TJMT

A juíza da Segunda Vara Especializada da Infância e Juventude de Cuiabá, Cristiane Padim da Silva, condenou a três anos de internação a adolescente que matou Isabele Ramos Guimarães, de 14 anos, em julho de 2020, em um condomínio de luxo de Cuiabá. A decisão foi decretada na tarde desta terça-feira (19). A jovem foi detida ainda na noite de terça e já está em reclusão.
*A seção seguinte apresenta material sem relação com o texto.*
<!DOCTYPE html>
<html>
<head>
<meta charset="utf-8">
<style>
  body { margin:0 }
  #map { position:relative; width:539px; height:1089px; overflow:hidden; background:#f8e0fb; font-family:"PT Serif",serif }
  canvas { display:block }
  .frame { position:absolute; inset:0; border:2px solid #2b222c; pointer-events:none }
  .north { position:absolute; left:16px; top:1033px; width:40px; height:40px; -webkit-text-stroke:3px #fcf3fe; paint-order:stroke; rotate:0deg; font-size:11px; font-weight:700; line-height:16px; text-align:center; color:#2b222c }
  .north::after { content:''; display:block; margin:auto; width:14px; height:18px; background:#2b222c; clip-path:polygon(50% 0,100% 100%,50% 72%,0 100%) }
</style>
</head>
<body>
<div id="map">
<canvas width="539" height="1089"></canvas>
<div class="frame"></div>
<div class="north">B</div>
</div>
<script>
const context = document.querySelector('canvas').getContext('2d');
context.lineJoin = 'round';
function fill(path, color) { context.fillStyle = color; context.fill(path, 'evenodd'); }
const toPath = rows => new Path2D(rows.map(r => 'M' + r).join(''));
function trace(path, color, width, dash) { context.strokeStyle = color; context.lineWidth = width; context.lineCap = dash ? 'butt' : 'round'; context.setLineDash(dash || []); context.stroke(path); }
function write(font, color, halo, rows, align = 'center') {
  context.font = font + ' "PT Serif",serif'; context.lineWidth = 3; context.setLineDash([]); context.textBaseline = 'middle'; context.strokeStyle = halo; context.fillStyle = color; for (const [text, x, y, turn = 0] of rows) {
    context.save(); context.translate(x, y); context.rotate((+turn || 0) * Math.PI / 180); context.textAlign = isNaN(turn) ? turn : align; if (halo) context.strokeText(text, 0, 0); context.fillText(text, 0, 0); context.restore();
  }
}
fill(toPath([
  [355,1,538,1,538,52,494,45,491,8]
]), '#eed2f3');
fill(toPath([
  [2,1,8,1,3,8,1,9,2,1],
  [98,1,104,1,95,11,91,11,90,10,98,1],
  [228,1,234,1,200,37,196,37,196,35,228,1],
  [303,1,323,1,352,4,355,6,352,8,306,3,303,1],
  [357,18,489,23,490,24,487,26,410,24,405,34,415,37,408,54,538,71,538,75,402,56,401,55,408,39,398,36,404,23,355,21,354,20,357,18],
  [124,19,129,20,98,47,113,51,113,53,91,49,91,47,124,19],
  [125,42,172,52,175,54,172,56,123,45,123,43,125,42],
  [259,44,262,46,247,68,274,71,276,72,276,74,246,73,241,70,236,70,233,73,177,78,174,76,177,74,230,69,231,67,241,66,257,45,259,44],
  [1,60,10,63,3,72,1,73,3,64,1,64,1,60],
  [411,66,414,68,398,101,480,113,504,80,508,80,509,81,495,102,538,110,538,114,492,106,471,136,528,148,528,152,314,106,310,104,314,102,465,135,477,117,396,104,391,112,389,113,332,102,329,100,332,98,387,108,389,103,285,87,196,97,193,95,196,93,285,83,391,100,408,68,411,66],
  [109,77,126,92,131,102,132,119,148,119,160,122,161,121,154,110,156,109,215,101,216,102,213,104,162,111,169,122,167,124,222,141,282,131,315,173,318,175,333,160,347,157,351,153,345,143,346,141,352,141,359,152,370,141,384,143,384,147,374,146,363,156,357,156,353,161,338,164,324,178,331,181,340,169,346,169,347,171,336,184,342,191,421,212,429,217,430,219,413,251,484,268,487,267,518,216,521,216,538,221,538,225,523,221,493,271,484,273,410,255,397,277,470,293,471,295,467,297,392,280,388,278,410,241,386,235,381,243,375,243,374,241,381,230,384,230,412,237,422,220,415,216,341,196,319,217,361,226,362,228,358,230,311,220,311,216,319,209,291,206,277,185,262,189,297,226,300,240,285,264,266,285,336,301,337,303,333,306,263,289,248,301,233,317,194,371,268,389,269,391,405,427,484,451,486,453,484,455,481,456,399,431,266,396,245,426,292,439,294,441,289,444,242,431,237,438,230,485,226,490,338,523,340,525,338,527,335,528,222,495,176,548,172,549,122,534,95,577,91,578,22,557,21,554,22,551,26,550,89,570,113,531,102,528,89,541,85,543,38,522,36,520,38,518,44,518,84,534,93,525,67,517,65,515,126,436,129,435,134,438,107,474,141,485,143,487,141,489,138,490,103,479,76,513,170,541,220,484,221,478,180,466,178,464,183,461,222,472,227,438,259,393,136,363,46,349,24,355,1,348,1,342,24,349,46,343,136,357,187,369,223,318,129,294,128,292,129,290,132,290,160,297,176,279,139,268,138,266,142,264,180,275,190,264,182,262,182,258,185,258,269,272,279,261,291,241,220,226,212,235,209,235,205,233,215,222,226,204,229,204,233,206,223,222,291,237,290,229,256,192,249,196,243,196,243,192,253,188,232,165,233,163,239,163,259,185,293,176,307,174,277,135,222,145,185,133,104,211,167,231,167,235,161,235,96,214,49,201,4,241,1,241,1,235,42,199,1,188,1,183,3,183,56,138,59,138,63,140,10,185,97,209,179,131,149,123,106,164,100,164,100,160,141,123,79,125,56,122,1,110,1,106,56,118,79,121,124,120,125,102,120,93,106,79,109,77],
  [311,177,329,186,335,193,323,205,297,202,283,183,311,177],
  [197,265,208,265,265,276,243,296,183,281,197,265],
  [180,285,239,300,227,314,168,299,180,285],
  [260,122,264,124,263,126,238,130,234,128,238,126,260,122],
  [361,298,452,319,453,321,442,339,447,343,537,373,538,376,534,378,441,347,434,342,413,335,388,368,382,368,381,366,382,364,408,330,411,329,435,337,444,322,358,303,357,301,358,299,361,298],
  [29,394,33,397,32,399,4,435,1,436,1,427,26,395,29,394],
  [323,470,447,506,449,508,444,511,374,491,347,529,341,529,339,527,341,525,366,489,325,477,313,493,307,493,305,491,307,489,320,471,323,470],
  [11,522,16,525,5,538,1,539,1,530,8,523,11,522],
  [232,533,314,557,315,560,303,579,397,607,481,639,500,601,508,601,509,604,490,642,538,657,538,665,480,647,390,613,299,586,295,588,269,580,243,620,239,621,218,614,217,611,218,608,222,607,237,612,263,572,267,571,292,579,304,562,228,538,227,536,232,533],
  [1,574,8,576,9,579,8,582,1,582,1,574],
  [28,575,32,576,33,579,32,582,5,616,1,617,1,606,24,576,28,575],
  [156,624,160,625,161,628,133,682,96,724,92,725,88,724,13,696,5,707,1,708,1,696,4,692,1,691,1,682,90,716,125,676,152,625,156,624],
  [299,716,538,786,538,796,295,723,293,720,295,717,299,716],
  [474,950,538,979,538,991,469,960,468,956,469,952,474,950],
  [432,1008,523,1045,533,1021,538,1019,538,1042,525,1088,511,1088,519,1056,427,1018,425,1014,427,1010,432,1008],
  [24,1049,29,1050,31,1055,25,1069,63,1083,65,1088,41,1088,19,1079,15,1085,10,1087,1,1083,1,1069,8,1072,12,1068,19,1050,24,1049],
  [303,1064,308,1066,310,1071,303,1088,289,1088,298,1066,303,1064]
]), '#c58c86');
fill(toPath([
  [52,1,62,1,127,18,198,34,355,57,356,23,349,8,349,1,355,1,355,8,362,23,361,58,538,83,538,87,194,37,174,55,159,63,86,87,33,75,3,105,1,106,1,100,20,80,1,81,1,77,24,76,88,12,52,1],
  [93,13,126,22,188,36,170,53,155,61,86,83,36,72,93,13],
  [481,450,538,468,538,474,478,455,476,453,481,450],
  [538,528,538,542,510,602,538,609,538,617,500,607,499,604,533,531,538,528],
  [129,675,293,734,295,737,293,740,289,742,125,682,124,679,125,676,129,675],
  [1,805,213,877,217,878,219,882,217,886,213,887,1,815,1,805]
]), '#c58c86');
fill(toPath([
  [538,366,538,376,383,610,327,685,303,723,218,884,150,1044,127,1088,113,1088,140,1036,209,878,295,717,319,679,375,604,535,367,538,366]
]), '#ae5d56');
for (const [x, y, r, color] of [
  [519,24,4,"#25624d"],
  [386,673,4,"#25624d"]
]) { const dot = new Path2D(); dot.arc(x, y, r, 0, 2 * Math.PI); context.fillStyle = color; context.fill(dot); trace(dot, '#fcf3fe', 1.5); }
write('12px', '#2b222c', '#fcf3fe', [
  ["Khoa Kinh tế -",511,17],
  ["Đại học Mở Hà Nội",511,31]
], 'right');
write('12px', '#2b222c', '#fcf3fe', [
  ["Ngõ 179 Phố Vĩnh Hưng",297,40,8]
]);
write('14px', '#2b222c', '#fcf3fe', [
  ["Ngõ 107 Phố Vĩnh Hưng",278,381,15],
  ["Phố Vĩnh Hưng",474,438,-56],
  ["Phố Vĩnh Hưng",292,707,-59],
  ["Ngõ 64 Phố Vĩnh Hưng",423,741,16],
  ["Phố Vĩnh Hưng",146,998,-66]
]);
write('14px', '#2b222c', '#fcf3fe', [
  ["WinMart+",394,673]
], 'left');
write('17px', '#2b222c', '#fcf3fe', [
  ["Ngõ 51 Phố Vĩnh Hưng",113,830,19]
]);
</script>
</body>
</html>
Na decisão que condena a adolescente por ato infracional análogo a homicídio doloso, a juíza relembra todos os processos investigatórios do caso e afirma que a jovem agiu com “frieza e hostilidade” durante o crime e que deve permanecer em internação em sistema socioeducativo como determina o Estatuto da Criança e Adolescente. Confira o trecho final da decisão:
“Concluo que a execução imediata da sentença atende aos preceitos do ECRIAD, principalmente no que concerne a imprescindibilidade da prioridade absoluta e a celeridade da intervenção Estatal na proteção das crianças e dos adolescentes, evidenciando o caráter pedagógico e responsabilizador da internação determinada em face da adolescente que aos 14 anos de idade ceifou a vida de sua amiga, também de 14 anos de idade, em atuação que estampou frieza, hostilidade, desamor e desumanidade”, diz trecho da sentença.
Adolescente já está detida
Assim que recebeu a confirmação de sua condenação, a adolescente se apresentou na Delegacia Especializada do Adolescente (DEA) da capital, por volta das 19h. Ela estava acompanhada de seus pais e ninguém se pronunciou à imprensa.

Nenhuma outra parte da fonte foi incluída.